Tłumaczył wtedy, że Mora jest wystarcząjco dobry, aby walczyć o pozycję między słupkami, czy coś w tym stylu.
Po czym Mora wpuścił kilka szmat, Hildebrand na całe szczęście wyzdrowiał, a Koeman chyba teraz modli się, żeby kolejnego ustrojstwa nie złapał.
19. Velin17.02.2008; 22:38
VelinPrędzej czy później i tak go zabiją, bo ja w przeciwieństwie do reszty nie popadałem w "hurra optymizm" po kilku "lepszych meczach", bo te mecze wyglądały jak "ostatnie podrygi przed zgonem pacjenta", a taki "zgon" może niedługo nadejść, a Soler chcąc uratować grube dupsko będzie zmuszony wywalić swojego kochanka z klubu (bo jak można inaczej nazwać taką ścisłą współpracę 2 facetów :D:D:D)... :D
20. Lisek17.02.2008; 22:42
Nie ma co o LM marzyć, trzeba się skupic na CDR bo innego wyjścia nie ma. Szkoda, szkoda tak nam sie dużo drużyn popodkładało jeśli patrzeć na miejsca od 3 w dół. No cóż Koemana trzeba będzie znieść do końca sezonu jak nie i dłużej bo jeśli do tego czasu Soler będzie nadal dyrektorem (oby nie) to wątpie żeby zwolnił Kumana. Soler wielokrotnie podkreślał że daje mu pełne zaufanie aby zbudował wspaniały zespół. Mi to się zdaje, że zespołu nie będzie a niekompetentny zarząd z trenerem na czele będą panować aż nastanie wielki haos i ciemność ;] Ciemność widze, aj ciemność ale tego jasnego światła za ch.. nie moge sie dopatrzeć... AMUNT poczekamy zobaczymy
21. benji17.02.2008; 22:46
benjiRozumiem taką rozpacz po przegranej 0:1 z Almeirą, ale teraz?

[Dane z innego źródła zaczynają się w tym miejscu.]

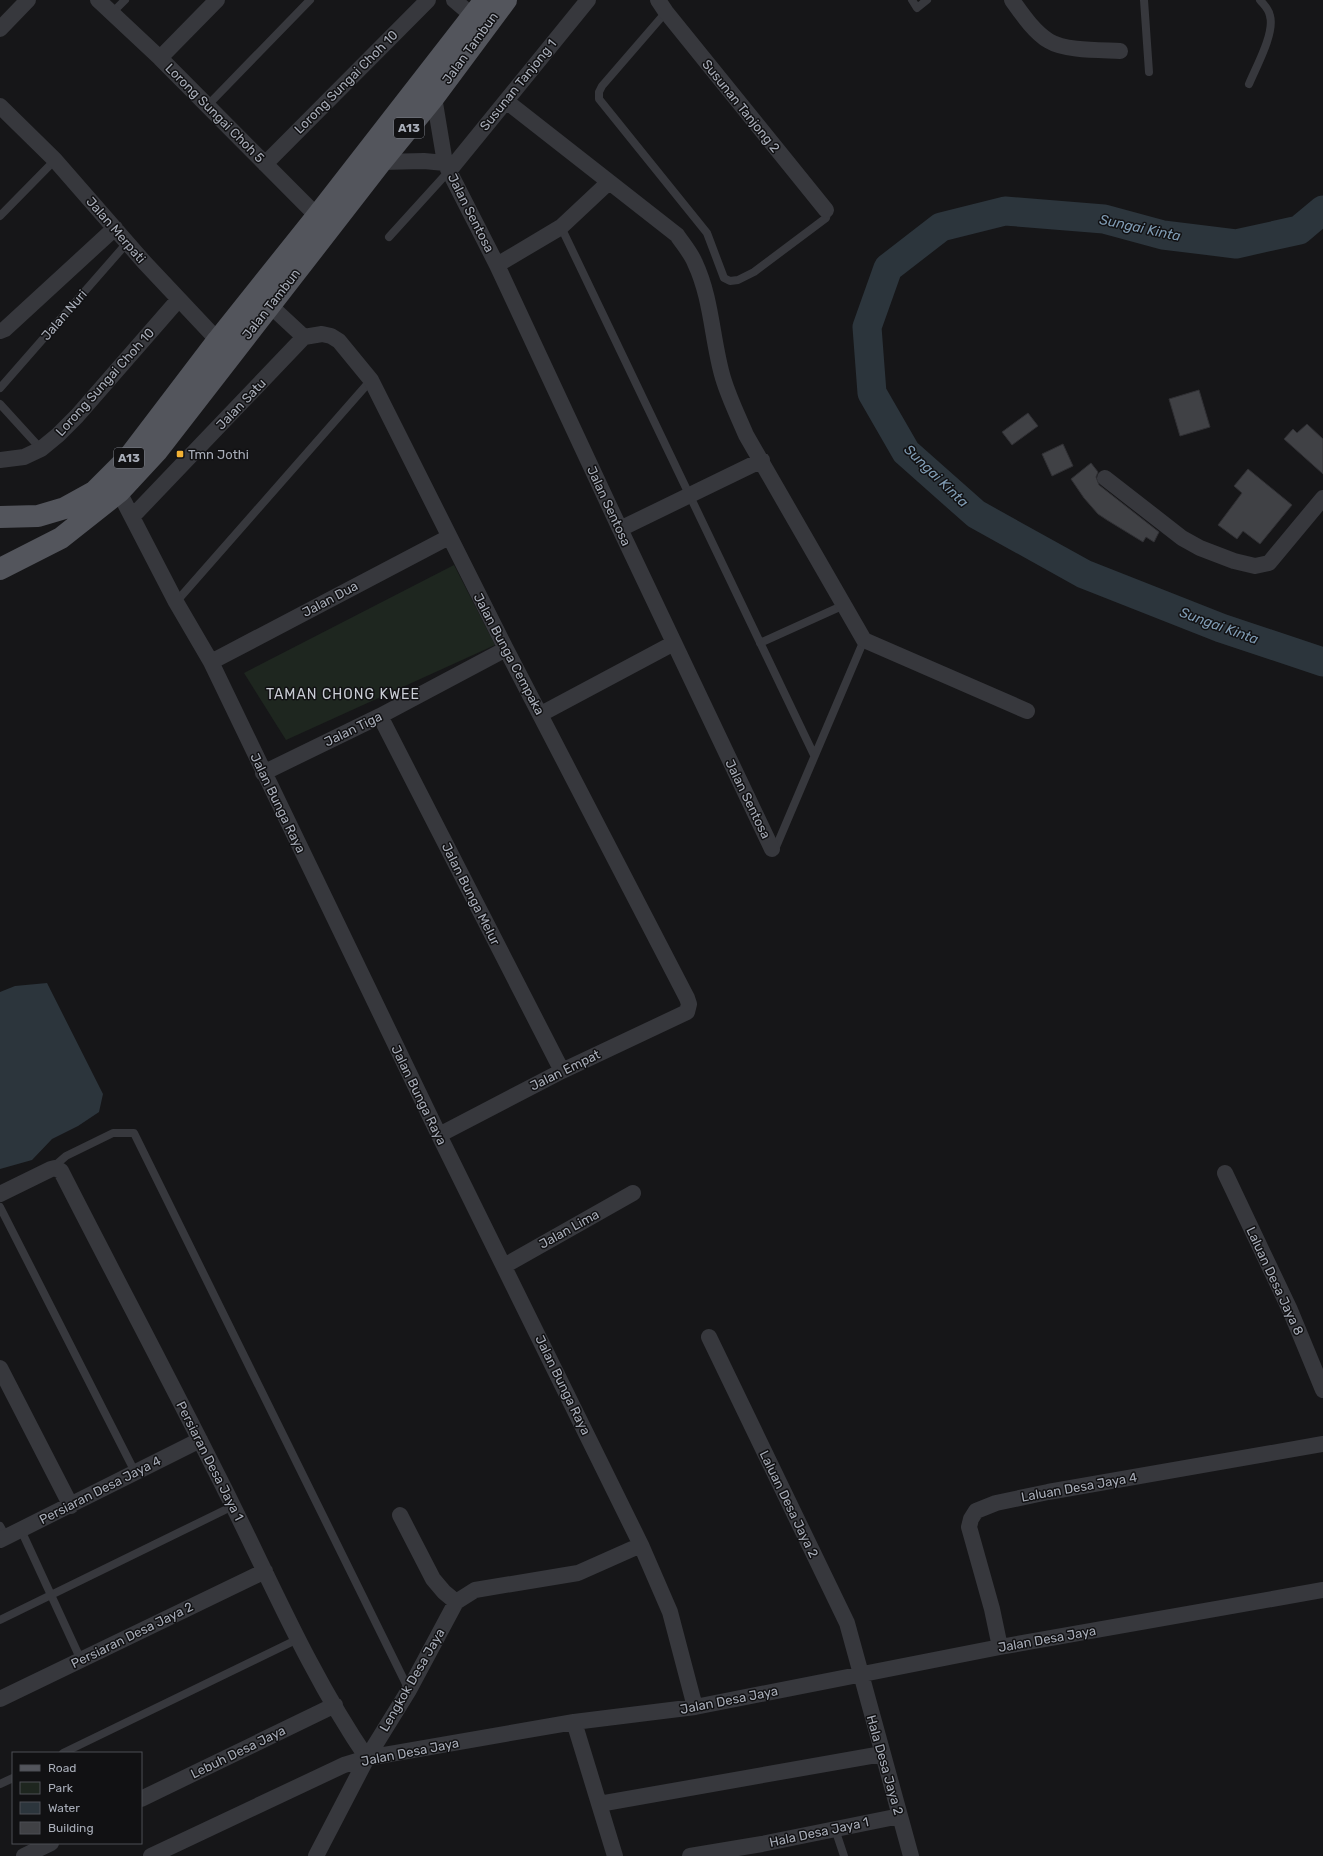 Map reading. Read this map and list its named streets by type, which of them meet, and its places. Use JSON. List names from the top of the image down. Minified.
{"streets":{"main road":["Jalan Tambun","A13"],"street":["Lorong Sungai Choh 10","Susunan Tanjong 1","Susunan Tanjong 2","Lorong Sungai Choh 5","Jalan Sentosa","Jalan Merpati","Jalan Nuri","Jalan Satu","Jalan Dua","Jalan Bunga Cempaka","Jalan Tiga","Jalan Bunga Raya","Jalan Bunga Melur","Jalan Empat","Jalan Lima","Laluan Desa Jaya 8","Persiaran Desa Jaya 1","Laluan Desa Jaya 4","Persiaran Desa Jaya 4","Laluan Desa Jaya 2","Persiaran Desa Jaya 2","Jalan Desa Jaya","Lengkok Desa Jaya","Lebuh Desa Jaya","Hala Desa Jaya 2","Hala Desa Jaya 1"]},"crossings":[["Jalan Tambun","Lorong Sungai Choh 5"],["Jalan Tambun","Jalan Sentosa"],["Jalan Tambun","Jalan Merpati"],["Jalan Tambun","Jalan Bunga Raya"],["Lorong Sungai Choh 10","Lorong Sungai Choh 5"],["Lorong Sungai Choh 10","Jalan Merpati"],["Susunan Tanjong 1","Jalan Sentosa"],["Jalan Merpati","Jalan Nuri"],["Jalan Satu","Jalan Bunga Cempaka"],["Jalan Satu","Jalan Bunga Raya"],["Jalan Dua","Jalan Bunga Cempaka"],["Jalan Dua","Jalan Bunga Raya"],["Jalan Bunga Cempaka","Jalan Tiga"],["Jalan Bunga Cempaka","Jalan Empat"],["Jalan Tiga","Jalan Bunga Raya"],["Jalan Tiga","Jalan Bunga Melur"],["Jalan Bunga Raya","Jalan Empat"],["Jalan Bunga Raya","Jalan Lima"],["Jalan Bunga Raya","Jalan Desa Jaya"],["Jalan Bunga Raya","Lengkok Desa Jaya"],["Jalan Bunga Melur","Jalan Empat"],["Persiaran Desa Jaya 1","Persiaran Desa Jaya 4"],["Persiaran Desa Jaya 1","Persiaran Desa Jaya 2"],["Persiaran Desa Jaya 1","Jalan Desa Jaya"],["Persiaran Desa Jaya 1","Lengkok Desa Jaya"],["Persiaran Desa Jaya 1","Lebuh Desa Jaya"],["Laluan Desa Jaya 4","Jalan Desa Jaya"],["Laluan Desa Jaya 2","Jalan Desa Jaya"],["Laluan Desa Jaya 2","Hala Desa Jaya 2"],["Jalan Desa Jaya","Lengkok Desa Jaya"],["Jalan Desa Jaya","Hala Desa Jaya 2"],["Hala Desa Jaya 2","Hala Desa Jaya 1"]],"districts":["TAMAN CHONG KWEE"],"water":["Sungai Kinta"],"places":{"transit":["Tmn Jothi"]},"legend":["Road","Park","Water","Building"]} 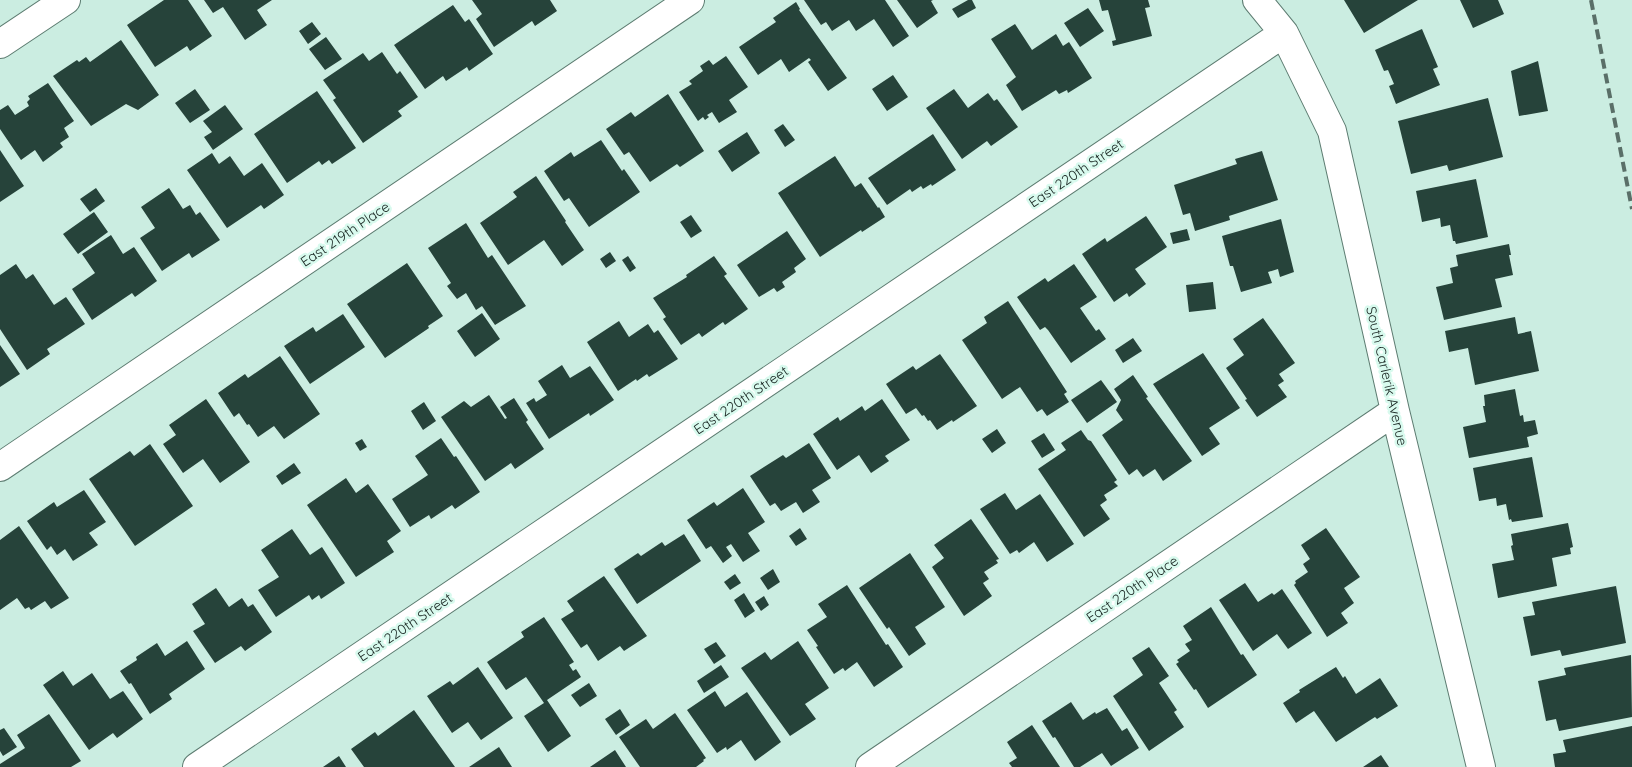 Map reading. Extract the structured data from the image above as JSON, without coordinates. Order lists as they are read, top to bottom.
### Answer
{
  "streets": {
    "street": [
      "East 220th Street",
      "East 219th Place",
      "South Carlerik Avenue",
      "East 220th Place"
    ]
  },
  "crossings": [
    ["East 220th Street", "South Carlerik Avenue"],
    ["South Carlerik Avenue", "East 220th Place"]
  ]
}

Nie chcę tu nikogo bronić, ale to nie było jeszcze dno - była walka, były sytuacje (niewiele, ale jednak). Nie można przecież zawsze wygrywać, a dziś Getafe grało na prawdę toporny futbol, któremu trudno sprostać.
Nie rozpaczam więc, zagraliśmy słaby mecz, ale nie beznadziejny.

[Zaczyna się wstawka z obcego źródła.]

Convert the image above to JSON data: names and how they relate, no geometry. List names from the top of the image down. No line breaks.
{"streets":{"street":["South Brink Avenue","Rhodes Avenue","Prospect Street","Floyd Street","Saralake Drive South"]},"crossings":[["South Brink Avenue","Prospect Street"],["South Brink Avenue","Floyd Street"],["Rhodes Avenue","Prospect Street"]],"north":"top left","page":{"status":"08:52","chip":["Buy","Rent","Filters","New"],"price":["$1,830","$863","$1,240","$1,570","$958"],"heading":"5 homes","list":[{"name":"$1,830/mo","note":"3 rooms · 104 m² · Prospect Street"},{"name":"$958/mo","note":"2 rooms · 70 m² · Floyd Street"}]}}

A jak już chcecie tak dalej narzekać to spójrzcie może na to, co ostatnio pokazuje Barca - nie grają wcale lepiej, punkty zbierają wielkim szczęściem.
22. Angulo18.02.2008; 07:43
AnguloTo ostateczna likwidacja marzeń o Lidze Mistrzów w przyszłym sezonie.
23. pedro118.02.2008; 09:51
Chyba nikt przy zdrowych zmysłach nie sądził, że załapiemy się na LM.
Jak sama nazwa wskazuje LM jest dla mistrzów.
24. bialy_wilk18.02.2008; 11:34
1 do 4 miejsca odrobiony zawsze cos
zostalo tylko 7
wierze ze sie uda
a co do Koemana-dajmy mu czas
przyszedl w srodku sezonu i chyba nikt nie spodziewal sie cudow
25. Gajos18.02.2008; 14:12
GajosI powiecie dlaczego pan Koeman jest jeszcze szkoleniowcem Valenci
26. kakaVCF18.02.2008; 15:59
Ja tez tak jak bialy_wilk wierze ze bedzie LM dla VCF
teraz porostu nie mozemy przegrywac i bedzie ok
AMUNT!!!
27. benji18.02.2008; 19:29
benjiDo miejsc promowanych udziałem w LM brakuje nam tylko 7 pkt. więc nie jest jeszcze tak źle

BTW. Angulo ---> to nie pierwsza i nie ostatnia "ostateczna likwidacja marzeń" jaka na tym serwisie się pojawia. Przeżyłem poprzednie więc i kolejne przeżyję.